What you are asked to do >> If a line of the data below holds the string "relative", copy it.

Given data >>
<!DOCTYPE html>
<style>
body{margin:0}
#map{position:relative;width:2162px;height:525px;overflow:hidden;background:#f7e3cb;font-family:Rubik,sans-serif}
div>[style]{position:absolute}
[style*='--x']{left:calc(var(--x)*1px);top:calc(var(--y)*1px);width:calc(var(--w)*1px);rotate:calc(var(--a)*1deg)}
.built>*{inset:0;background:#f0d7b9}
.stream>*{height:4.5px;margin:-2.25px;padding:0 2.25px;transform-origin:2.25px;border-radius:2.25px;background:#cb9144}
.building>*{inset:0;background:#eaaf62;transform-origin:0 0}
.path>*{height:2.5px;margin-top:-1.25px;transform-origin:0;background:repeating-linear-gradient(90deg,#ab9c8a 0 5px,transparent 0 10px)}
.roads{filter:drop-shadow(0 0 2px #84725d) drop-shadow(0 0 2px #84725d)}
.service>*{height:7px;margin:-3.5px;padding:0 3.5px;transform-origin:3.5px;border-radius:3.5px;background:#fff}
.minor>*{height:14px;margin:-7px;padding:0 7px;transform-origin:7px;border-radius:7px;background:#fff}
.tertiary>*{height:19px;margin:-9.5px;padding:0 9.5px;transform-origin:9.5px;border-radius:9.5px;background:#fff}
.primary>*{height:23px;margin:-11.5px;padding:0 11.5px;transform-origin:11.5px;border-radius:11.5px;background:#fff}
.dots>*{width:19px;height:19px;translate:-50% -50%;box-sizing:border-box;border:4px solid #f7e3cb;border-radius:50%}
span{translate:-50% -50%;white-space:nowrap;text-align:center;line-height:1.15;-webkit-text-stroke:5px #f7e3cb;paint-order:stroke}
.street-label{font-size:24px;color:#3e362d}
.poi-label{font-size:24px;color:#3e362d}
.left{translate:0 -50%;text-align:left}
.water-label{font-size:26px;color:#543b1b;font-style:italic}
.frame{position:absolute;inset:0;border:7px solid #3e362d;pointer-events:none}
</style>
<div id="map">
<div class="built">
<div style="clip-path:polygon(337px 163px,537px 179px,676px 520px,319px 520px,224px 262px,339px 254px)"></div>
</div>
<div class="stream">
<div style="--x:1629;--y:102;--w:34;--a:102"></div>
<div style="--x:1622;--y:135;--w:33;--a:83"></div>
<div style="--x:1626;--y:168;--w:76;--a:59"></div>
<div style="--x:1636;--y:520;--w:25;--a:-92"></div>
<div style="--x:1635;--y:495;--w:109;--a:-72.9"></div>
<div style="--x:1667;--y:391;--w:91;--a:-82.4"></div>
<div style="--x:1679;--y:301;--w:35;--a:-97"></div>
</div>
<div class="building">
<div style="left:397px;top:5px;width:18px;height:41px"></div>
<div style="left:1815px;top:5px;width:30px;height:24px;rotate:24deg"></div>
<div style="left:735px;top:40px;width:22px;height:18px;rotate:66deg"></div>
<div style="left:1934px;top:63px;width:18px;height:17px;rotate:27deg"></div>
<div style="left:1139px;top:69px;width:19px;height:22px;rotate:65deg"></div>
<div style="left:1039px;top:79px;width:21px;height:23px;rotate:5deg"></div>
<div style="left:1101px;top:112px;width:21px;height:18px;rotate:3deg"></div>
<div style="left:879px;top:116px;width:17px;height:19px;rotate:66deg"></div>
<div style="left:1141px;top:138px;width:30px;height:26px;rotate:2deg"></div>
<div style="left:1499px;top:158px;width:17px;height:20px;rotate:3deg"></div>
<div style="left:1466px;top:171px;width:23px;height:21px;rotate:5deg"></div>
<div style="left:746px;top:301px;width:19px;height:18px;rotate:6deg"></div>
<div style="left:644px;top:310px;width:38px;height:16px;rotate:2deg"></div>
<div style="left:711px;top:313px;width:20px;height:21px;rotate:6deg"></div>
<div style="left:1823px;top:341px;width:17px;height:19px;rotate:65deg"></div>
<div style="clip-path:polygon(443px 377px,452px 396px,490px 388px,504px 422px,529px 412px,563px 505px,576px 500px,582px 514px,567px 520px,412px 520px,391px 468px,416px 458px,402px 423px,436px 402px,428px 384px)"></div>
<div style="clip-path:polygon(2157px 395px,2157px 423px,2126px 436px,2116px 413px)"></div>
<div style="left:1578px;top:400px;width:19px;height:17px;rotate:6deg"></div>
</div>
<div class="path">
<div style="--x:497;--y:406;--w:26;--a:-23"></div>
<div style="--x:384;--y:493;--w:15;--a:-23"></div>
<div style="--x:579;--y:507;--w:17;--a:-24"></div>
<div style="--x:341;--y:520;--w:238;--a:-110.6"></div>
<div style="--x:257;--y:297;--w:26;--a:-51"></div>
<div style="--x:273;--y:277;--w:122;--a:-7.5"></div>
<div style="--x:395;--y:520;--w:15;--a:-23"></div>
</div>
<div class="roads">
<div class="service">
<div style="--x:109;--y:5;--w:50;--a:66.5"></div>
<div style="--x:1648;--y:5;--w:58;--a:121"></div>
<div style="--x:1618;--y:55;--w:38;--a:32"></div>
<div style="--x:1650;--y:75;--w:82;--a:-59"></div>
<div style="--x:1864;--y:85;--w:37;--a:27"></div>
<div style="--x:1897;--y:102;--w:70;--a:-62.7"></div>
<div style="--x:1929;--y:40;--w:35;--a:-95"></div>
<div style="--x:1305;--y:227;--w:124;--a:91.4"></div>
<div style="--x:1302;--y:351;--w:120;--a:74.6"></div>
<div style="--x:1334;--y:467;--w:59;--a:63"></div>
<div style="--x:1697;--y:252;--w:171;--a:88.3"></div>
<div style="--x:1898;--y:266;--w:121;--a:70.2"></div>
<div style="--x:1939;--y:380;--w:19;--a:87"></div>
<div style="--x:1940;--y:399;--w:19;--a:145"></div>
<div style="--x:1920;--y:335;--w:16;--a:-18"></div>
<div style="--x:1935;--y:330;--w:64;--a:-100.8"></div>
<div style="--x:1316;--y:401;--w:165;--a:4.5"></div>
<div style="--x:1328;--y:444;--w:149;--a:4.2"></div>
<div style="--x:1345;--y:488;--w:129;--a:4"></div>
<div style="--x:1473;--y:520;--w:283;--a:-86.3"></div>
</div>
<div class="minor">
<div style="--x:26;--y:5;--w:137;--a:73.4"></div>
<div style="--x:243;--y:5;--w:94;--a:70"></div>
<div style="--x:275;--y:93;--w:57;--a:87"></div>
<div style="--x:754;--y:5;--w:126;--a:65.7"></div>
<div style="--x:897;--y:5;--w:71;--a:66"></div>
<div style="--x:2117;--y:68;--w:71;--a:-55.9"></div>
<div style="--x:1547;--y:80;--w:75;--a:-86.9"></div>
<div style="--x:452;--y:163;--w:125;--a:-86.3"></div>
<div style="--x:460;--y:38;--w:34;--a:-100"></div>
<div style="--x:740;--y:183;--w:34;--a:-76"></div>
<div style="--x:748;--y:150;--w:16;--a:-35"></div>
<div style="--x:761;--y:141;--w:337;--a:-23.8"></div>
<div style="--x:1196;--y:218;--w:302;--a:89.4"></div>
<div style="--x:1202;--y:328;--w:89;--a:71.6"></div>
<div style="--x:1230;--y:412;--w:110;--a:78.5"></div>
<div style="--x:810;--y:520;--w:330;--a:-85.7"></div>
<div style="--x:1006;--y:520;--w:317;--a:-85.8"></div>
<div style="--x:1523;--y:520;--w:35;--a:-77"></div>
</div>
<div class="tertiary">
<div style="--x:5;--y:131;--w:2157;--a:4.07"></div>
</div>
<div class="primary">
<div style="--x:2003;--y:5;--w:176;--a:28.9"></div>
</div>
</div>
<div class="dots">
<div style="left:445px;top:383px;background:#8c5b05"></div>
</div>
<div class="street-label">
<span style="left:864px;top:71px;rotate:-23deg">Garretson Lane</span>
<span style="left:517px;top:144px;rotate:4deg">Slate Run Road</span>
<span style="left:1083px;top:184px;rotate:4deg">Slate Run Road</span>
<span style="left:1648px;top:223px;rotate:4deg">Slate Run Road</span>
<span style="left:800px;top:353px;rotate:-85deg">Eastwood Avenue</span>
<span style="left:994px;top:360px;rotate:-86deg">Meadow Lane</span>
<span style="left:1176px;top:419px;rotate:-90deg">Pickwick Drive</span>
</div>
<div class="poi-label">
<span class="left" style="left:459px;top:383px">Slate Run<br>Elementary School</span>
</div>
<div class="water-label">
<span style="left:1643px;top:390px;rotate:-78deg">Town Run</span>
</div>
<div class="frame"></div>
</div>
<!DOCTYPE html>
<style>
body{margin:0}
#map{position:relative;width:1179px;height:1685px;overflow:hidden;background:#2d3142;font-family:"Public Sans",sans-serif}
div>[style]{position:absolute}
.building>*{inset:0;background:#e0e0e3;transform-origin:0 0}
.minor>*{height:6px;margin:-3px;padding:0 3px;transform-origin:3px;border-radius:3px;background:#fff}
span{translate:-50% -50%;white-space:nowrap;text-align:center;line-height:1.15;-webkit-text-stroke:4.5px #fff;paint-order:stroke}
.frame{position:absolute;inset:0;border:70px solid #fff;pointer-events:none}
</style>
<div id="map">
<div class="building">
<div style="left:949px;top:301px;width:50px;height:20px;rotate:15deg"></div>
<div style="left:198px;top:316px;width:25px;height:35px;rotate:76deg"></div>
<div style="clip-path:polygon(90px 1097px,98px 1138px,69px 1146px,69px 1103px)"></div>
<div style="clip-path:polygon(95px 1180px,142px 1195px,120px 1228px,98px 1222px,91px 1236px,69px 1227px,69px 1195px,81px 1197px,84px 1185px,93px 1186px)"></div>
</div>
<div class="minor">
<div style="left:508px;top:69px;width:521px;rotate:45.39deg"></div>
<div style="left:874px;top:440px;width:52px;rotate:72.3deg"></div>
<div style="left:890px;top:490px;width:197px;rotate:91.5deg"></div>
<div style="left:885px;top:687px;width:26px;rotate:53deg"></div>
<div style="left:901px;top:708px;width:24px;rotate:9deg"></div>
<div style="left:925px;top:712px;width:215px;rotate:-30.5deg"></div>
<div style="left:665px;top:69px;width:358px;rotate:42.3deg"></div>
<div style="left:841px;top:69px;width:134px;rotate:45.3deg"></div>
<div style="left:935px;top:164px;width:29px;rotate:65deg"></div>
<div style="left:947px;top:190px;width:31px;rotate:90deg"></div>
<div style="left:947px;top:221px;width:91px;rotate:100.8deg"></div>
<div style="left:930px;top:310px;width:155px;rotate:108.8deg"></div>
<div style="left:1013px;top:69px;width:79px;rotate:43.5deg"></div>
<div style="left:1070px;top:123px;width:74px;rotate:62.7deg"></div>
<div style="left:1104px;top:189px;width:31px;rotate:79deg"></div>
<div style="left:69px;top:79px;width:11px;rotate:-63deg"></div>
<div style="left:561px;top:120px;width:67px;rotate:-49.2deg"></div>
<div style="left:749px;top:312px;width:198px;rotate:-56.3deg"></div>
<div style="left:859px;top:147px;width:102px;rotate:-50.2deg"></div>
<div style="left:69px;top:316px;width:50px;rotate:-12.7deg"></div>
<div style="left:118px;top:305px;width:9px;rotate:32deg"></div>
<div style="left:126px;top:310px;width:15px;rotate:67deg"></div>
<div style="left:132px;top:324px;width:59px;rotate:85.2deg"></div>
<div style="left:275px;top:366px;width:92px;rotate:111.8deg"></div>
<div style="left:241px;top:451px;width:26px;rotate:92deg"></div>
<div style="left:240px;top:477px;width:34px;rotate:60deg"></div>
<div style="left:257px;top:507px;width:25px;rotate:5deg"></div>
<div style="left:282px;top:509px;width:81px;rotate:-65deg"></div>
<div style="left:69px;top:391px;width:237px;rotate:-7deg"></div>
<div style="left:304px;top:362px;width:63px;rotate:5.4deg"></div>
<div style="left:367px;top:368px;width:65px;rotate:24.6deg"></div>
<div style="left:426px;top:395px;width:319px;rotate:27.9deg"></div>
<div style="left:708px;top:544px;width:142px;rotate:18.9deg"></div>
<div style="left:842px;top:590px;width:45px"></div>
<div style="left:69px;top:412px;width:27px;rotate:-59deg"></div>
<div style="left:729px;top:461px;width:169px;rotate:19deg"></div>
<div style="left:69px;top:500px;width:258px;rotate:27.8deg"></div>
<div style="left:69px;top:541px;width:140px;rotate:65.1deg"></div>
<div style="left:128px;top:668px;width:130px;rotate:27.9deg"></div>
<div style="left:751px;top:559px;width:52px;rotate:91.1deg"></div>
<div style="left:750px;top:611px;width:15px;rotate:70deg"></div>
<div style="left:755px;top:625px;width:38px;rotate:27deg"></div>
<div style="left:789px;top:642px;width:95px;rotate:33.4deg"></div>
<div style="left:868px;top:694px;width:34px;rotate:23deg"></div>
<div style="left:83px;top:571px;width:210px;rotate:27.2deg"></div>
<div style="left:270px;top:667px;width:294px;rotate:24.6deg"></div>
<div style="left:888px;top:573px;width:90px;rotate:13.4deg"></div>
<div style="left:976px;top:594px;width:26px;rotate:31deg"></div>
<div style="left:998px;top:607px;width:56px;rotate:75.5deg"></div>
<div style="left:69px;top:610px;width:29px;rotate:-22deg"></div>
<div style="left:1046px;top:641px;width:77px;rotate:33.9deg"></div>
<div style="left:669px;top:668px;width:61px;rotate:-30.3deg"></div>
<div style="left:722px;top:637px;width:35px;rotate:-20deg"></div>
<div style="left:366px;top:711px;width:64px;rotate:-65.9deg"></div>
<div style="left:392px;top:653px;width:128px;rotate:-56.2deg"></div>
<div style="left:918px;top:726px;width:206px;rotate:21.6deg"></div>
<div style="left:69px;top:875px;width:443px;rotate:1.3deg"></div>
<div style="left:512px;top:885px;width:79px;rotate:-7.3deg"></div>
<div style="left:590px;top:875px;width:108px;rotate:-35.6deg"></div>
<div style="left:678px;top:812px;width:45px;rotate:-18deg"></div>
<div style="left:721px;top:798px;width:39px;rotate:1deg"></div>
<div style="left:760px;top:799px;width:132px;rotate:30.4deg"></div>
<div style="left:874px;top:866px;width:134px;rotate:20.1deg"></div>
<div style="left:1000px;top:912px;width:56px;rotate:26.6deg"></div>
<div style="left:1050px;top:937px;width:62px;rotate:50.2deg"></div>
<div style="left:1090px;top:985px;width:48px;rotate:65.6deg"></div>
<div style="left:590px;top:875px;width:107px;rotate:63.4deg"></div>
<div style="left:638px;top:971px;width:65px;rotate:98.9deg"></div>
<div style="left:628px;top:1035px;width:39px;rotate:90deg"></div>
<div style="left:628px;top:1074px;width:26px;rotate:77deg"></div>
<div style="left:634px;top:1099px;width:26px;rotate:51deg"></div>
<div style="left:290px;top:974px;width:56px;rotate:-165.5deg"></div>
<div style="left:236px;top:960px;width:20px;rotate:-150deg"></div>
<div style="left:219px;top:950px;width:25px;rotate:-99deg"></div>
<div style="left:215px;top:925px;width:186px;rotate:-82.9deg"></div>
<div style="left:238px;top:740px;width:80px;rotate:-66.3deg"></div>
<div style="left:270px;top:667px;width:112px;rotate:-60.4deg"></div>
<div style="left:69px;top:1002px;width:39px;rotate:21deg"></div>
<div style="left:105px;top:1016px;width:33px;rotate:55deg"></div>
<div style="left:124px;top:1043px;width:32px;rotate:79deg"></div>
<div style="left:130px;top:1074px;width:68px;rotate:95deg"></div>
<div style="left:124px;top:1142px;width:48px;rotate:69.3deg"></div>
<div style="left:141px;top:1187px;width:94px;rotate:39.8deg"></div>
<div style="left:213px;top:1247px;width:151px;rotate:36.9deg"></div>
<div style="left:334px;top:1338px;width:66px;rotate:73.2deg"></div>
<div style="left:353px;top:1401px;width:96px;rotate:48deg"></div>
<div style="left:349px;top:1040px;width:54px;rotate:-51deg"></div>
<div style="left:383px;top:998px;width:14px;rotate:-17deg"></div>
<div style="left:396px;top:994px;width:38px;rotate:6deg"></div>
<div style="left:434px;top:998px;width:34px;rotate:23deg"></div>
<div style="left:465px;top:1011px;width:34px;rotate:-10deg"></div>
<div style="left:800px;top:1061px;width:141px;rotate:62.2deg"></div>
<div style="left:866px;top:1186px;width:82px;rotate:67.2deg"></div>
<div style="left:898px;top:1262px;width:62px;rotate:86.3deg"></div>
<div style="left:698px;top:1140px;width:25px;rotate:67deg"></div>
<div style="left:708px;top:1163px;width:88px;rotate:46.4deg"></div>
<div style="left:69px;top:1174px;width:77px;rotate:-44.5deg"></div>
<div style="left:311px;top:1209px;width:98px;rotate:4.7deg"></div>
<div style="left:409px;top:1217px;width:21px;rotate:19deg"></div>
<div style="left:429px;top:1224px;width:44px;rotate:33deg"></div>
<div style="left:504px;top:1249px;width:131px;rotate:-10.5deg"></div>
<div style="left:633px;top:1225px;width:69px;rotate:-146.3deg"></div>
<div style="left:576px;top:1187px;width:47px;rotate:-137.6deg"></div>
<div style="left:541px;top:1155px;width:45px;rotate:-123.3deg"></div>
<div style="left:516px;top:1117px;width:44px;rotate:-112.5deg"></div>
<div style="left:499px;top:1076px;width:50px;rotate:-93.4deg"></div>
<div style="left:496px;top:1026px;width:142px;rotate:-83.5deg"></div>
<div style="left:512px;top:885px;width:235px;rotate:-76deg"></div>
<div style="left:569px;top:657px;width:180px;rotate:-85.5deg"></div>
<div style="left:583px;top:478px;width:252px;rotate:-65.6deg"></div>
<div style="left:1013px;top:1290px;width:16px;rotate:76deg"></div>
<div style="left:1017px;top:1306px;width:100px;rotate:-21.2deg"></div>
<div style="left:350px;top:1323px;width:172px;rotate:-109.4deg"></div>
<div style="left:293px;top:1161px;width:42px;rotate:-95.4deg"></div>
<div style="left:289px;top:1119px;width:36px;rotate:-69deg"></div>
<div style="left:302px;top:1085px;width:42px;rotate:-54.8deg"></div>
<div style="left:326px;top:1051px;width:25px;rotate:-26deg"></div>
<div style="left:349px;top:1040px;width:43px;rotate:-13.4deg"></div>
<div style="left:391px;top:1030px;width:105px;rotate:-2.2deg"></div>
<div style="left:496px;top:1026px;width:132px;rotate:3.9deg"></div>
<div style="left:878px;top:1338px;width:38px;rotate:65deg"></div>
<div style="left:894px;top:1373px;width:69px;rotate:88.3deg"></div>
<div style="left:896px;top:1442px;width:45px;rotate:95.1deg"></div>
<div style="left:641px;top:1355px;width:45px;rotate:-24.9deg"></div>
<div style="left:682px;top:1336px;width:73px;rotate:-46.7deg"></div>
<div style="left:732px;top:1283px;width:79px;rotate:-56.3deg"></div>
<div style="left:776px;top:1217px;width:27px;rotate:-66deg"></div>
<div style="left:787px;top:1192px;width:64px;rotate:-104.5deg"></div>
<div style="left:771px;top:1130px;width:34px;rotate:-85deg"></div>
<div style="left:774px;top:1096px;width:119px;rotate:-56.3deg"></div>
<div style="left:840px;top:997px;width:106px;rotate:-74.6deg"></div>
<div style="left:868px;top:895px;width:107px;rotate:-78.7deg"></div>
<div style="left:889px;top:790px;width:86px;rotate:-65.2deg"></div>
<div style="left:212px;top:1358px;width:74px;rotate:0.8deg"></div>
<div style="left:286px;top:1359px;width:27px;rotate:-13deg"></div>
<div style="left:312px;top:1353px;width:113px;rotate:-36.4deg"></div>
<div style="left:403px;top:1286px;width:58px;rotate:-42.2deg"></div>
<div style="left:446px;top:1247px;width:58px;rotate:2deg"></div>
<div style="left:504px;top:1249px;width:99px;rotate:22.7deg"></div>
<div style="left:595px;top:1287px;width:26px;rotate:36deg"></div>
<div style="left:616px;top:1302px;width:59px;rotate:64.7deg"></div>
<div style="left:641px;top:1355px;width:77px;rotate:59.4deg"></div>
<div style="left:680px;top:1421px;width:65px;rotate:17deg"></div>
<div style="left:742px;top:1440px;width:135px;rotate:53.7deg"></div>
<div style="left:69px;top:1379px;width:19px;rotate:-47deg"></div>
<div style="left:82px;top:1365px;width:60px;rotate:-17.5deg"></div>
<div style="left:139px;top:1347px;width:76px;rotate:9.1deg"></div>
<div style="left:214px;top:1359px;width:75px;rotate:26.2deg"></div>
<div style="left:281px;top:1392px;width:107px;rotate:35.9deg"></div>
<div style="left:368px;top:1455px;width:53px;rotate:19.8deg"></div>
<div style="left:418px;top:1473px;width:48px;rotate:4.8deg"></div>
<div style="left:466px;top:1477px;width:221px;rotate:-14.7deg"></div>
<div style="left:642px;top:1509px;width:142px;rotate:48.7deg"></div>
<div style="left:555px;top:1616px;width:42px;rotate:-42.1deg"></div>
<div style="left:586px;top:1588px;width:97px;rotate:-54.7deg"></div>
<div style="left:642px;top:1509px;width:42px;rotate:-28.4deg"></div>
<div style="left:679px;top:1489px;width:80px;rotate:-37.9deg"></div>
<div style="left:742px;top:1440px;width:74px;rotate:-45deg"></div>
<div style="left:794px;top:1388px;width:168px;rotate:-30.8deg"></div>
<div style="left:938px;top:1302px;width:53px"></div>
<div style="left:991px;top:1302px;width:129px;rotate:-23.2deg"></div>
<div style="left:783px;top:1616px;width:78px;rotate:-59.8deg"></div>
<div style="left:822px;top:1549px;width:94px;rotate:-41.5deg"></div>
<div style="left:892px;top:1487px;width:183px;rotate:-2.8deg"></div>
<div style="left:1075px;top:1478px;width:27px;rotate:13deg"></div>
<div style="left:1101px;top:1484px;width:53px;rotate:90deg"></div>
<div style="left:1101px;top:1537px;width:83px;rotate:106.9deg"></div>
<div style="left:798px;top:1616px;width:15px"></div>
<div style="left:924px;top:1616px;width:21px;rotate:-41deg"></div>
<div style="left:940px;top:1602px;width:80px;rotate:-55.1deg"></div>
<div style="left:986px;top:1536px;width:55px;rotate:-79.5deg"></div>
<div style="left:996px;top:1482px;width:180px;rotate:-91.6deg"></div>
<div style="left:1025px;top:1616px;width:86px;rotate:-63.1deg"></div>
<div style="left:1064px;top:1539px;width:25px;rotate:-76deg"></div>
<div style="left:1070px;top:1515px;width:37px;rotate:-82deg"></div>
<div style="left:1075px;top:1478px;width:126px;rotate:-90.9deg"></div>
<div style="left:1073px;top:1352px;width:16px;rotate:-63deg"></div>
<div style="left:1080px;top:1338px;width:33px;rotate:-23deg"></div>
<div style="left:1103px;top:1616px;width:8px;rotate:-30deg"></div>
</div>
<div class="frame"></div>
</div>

Answer space >>
#map{position:relative;width:2162px;height:525px;overflow:hidden;background:#f7e3cb;font-family:Rubik,sans-serif}
#map{position:relative;width:1179px;height:1685px;overflow:hidden;background:#2d3142;font-family:"Public Sans",sans-serif}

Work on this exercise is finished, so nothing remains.